PROBLEM STATEMENT: Using the string "body" as the key, pull each matching line out of the records below.

MATERIAL SHOWN:
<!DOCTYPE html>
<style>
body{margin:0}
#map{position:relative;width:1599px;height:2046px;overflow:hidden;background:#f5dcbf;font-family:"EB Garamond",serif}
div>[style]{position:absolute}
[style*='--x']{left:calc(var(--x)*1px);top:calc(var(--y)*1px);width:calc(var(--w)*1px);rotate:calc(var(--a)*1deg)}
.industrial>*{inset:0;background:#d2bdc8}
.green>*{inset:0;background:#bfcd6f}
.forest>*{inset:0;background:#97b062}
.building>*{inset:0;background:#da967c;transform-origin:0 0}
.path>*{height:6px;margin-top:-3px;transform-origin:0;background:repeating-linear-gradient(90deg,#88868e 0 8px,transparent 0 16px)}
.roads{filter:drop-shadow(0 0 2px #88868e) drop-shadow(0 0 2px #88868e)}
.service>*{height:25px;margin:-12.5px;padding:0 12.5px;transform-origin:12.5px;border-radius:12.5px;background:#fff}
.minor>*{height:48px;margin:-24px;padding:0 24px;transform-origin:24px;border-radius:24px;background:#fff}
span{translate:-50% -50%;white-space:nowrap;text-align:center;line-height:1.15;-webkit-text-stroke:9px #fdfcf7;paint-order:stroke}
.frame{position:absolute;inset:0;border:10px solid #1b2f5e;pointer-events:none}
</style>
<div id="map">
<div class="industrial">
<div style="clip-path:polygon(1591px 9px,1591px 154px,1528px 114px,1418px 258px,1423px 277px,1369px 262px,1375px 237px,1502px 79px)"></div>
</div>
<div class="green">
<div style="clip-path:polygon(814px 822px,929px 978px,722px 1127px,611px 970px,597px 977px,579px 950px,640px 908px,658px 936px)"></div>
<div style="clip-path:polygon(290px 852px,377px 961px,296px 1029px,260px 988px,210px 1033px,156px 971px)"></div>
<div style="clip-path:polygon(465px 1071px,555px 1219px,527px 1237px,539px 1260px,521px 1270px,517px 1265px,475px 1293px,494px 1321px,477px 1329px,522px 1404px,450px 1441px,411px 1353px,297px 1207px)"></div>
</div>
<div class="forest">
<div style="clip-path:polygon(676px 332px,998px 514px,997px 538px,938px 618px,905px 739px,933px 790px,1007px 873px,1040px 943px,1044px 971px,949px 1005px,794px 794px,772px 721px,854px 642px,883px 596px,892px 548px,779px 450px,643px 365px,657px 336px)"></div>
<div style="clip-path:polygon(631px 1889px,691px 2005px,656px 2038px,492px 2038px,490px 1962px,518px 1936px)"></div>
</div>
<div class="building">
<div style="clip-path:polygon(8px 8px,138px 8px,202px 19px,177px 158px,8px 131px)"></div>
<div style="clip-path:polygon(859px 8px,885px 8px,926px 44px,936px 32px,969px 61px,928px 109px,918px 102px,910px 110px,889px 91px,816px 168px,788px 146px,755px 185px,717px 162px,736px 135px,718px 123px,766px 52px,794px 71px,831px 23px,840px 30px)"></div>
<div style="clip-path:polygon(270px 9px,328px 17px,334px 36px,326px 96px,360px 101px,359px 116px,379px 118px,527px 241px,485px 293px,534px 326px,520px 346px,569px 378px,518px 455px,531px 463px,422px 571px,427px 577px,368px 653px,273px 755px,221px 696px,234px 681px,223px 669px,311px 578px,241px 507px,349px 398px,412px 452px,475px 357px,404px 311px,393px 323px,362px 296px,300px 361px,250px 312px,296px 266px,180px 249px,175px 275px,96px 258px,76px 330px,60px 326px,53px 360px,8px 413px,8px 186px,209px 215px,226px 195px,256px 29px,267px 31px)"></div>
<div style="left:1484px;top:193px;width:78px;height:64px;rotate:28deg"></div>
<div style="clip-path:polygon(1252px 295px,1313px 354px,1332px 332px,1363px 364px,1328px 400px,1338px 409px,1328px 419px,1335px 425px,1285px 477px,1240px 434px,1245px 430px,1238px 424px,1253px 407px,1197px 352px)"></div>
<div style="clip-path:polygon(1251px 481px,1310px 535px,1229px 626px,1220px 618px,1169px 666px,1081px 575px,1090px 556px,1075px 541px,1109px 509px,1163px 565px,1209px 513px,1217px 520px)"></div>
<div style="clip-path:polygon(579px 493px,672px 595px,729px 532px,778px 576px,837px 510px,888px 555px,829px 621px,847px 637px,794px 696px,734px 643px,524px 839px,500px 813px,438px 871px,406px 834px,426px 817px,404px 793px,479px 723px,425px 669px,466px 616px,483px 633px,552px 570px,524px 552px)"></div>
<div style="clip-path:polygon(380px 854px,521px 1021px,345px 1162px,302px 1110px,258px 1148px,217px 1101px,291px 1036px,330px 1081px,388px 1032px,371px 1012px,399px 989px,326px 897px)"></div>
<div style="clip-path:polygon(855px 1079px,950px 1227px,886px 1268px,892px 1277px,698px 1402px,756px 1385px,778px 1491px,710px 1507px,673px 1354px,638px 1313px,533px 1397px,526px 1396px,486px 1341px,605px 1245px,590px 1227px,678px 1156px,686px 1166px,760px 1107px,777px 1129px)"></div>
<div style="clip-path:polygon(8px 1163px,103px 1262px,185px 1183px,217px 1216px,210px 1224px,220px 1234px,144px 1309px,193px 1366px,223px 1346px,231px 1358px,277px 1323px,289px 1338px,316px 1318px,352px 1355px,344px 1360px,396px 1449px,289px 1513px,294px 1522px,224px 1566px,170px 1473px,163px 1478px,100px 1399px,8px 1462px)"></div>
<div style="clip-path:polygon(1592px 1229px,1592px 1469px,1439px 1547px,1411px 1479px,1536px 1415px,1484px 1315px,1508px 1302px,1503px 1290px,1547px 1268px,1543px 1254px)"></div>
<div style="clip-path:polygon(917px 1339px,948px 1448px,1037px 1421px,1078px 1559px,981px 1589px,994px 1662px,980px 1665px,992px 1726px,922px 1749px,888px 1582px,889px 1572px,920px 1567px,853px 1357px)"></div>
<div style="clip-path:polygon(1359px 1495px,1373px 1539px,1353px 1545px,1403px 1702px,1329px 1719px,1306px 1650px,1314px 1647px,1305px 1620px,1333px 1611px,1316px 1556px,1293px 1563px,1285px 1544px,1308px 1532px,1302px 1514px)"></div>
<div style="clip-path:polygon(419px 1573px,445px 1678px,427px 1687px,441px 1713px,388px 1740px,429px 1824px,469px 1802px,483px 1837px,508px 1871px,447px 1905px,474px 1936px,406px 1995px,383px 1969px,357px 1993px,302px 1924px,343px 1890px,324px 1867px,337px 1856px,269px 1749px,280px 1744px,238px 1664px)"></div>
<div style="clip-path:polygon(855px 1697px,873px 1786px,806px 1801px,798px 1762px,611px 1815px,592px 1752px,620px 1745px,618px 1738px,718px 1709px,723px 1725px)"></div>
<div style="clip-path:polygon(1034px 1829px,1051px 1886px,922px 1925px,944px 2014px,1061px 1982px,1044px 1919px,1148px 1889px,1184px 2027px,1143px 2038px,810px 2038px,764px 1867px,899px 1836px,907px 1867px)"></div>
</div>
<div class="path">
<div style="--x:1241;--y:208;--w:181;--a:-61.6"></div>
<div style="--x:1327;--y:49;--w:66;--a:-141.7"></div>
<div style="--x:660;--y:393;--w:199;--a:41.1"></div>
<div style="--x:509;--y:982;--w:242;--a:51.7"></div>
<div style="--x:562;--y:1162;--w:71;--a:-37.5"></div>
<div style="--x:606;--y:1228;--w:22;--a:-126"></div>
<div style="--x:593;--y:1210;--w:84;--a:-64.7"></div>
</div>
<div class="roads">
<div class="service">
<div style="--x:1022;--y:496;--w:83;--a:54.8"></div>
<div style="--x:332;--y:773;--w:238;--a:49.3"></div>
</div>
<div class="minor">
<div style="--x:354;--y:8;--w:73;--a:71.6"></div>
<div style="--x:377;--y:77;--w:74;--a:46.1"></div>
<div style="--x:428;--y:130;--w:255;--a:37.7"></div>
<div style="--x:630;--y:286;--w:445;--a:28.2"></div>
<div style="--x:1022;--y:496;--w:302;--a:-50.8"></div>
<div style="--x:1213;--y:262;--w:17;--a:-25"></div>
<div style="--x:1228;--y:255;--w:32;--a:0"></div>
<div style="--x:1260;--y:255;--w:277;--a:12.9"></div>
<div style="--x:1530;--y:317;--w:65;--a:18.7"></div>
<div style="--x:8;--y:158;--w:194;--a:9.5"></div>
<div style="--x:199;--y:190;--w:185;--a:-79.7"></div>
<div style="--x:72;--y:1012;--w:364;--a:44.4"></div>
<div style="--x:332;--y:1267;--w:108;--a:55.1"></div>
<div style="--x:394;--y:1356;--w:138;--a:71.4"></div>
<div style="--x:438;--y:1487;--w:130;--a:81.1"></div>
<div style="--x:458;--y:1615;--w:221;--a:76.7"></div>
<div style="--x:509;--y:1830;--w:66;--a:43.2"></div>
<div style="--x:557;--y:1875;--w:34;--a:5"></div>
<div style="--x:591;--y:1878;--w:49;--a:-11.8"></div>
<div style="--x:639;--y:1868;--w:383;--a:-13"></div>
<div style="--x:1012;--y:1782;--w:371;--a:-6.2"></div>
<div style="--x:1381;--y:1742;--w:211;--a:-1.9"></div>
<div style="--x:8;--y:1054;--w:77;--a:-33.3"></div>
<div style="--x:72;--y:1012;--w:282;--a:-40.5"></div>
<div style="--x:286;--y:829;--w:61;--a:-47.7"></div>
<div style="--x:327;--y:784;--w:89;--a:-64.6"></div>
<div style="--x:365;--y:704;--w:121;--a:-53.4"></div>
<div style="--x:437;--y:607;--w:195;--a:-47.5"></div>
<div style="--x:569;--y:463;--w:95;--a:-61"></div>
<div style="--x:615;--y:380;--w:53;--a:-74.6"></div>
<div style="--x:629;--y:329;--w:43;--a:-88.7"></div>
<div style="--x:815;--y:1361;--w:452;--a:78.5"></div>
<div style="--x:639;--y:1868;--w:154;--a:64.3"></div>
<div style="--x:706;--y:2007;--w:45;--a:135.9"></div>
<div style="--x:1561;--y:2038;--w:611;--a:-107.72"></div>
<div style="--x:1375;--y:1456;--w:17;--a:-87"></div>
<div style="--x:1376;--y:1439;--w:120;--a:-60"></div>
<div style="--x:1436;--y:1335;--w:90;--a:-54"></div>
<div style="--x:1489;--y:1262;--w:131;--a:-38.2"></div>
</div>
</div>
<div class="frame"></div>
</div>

---

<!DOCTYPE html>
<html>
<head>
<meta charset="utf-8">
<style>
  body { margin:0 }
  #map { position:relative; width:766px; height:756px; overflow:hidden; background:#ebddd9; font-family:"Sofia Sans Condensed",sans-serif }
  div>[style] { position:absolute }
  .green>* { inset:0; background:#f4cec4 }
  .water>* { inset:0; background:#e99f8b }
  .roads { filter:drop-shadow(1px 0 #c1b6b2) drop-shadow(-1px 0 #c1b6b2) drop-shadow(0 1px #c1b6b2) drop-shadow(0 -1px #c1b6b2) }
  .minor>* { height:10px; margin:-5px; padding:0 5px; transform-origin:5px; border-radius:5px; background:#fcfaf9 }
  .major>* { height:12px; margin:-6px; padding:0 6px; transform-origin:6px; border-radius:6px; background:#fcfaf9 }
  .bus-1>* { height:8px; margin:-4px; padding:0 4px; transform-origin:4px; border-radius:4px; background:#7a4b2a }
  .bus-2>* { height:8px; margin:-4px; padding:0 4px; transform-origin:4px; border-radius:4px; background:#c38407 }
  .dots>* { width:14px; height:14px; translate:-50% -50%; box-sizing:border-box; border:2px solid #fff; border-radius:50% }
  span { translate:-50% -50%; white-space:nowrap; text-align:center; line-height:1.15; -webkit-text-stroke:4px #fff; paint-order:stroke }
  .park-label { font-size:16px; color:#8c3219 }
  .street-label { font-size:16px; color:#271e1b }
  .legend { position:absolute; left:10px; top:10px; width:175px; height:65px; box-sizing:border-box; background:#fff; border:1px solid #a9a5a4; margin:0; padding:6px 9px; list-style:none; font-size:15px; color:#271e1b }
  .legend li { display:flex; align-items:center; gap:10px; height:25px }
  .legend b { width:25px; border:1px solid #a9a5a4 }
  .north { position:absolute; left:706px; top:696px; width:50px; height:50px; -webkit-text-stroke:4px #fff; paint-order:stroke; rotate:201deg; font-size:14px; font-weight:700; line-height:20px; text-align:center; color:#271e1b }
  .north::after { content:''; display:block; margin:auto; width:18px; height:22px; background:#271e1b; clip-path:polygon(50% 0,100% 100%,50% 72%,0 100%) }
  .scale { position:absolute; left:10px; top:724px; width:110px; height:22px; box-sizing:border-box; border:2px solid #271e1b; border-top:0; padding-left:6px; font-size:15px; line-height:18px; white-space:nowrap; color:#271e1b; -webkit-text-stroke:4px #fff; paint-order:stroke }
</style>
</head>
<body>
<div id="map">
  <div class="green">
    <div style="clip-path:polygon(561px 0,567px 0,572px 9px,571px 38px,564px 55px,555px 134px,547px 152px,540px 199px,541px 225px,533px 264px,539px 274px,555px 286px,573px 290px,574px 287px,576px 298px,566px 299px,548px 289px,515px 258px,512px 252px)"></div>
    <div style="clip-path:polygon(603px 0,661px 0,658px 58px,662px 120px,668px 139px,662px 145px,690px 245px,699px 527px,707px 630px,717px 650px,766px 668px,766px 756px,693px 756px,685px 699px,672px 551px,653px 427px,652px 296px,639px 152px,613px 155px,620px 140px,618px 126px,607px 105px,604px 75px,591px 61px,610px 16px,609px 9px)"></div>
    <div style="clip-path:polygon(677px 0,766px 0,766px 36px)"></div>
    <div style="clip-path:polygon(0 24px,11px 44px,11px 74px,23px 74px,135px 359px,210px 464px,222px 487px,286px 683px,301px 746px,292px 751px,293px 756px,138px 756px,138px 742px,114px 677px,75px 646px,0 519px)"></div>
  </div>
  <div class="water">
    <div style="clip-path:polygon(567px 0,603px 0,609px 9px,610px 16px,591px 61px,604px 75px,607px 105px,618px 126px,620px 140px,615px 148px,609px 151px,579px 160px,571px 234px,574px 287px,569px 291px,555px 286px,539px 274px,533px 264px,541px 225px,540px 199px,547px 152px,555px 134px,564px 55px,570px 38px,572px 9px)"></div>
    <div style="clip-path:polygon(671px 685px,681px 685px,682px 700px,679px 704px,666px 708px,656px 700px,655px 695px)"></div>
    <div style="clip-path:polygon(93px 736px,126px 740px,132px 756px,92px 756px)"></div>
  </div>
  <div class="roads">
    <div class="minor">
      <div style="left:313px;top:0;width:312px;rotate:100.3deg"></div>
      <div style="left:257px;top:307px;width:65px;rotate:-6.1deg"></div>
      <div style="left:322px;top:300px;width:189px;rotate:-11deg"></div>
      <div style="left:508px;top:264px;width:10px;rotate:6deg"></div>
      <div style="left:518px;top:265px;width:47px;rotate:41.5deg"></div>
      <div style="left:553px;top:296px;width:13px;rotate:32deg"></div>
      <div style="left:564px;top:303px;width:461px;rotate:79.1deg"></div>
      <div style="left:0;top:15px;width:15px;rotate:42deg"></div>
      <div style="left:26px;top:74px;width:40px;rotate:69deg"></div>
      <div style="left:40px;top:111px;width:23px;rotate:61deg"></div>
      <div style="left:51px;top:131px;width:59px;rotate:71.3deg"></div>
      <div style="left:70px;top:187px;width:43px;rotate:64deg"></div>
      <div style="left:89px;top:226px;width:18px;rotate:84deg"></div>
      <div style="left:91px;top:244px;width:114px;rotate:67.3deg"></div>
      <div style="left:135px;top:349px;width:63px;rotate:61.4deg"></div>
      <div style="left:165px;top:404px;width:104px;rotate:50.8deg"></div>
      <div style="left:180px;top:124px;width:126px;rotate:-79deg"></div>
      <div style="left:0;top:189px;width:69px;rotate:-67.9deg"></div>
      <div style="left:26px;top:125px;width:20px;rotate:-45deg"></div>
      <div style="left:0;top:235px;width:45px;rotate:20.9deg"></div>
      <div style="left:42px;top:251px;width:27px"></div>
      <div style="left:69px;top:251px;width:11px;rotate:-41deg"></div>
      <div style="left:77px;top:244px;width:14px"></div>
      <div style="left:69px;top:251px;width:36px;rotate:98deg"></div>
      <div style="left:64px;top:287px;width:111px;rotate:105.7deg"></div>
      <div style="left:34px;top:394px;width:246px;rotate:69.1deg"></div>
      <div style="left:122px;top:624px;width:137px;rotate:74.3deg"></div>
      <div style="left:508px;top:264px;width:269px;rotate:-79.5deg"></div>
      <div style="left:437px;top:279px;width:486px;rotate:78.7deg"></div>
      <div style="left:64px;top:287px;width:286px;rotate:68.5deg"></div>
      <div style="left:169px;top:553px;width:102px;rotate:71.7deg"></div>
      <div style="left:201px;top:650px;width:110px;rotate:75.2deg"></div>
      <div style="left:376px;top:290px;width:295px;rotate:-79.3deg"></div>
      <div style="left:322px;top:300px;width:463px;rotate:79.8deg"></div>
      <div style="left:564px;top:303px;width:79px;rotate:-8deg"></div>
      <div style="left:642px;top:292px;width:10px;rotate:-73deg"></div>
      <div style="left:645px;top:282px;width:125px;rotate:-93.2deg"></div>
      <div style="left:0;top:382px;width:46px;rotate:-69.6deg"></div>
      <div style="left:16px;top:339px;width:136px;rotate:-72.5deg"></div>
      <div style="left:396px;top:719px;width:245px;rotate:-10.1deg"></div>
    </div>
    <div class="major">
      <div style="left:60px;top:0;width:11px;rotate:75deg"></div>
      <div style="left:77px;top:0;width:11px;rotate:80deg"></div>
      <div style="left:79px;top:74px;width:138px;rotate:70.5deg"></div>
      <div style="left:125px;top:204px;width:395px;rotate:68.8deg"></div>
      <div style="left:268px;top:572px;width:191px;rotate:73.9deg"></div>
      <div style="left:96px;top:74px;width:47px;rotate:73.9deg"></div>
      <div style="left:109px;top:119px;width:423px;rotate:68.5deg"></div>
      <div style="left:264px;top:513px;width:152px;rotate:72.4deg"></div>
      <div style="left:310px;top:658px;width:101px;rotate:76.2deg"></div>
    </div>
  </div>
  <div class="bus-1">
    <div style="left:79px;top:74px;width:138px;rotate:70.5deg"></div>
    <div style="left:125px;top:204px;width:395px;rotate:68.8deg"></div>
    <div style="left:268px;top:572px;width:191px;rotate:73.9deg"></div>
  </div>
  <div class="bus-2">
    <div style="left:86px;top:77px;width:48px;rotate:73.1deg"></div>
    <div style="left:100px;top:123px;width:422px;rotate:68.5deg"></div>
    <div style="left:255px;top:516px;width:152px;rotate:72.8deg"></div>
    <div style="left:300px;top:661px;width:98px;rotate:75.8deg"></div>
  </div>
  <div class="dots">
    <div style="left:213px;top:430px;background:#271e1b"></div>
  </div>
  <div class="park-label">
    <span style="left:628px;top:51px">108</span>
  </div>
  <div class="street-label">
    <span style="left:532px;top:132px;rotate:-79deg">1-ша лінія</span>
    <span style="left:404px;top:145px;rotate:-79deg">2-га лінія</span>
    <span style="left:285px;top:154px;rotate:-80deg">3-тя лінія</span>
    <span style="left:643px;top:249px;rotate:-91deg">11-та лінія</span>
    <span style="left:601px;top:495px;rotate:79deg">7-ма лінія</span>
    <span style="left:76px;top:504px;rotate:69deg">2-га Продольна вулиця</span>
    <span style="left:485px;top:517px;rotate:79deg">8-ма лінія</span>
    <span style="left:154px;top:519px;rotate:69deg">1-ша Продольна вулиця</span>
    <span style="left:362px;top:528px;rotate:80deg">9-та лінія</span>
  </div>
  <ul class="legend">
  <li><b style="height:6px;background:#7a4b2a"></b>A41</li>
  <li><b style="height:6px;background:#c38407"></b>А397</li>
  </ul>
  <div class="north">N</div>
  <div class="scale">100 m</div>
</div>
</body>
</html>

TASK OUTPUT:
body{margin:0}
  body { margin:0 }
<body>
</body>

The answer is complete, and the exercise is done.